▶ **GOAL OF THE EXERCISE**: Pick out all lines in the listing holding the string "Circuit" and copy them.

[DATA SUPPLIED]

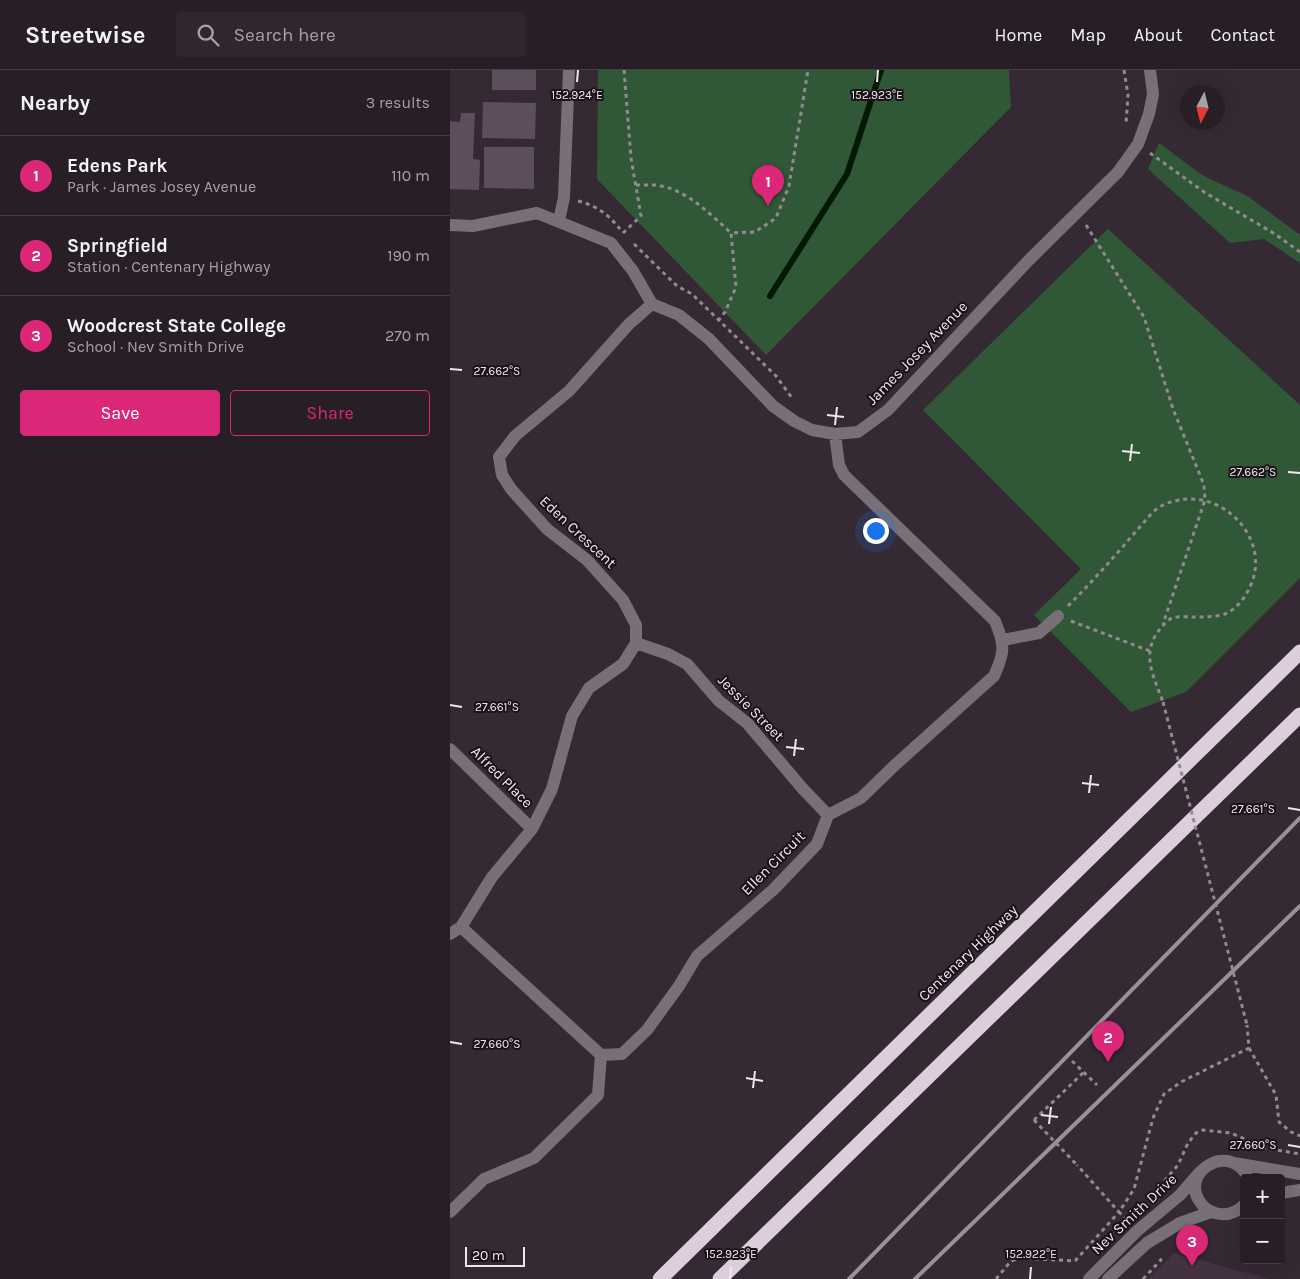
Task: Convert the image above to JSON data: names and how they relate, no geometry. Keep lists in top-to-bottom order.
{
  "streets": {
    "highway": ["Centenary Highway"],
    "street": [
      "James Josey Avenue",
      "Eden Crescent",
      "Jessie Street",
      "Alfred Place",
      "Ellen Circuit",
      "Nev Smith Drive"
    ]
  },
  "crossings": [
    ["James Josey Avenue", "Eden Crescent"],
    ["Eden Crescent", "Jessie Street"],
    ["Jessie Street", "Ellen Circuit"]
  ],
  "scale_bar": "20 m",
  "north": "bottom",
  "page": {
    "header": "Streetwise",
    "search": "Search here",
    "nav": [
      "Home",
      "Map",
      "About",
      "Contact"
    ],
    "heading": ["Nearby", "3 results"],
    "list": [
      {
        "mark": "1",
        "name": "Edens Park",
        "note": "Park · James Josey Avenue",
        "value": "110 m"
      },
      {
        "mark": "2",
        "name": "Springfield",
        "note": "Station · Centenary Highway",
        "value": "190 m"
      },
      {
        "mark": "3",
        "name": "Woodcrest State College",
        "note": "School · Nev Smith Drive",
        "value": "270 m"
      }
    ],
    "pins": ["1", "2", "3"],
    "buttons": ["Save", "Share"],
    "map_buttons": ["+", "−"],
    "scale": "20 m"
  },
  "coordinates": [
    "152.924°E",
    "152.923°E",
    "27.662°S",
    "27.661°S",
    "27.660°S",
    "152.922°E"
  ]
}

[/DATA SUPPLIED]

▶ **SOLUTION BELOW**:
      "Ellen Circuit",
    ["Jessie Street", "Ellen Circuit"]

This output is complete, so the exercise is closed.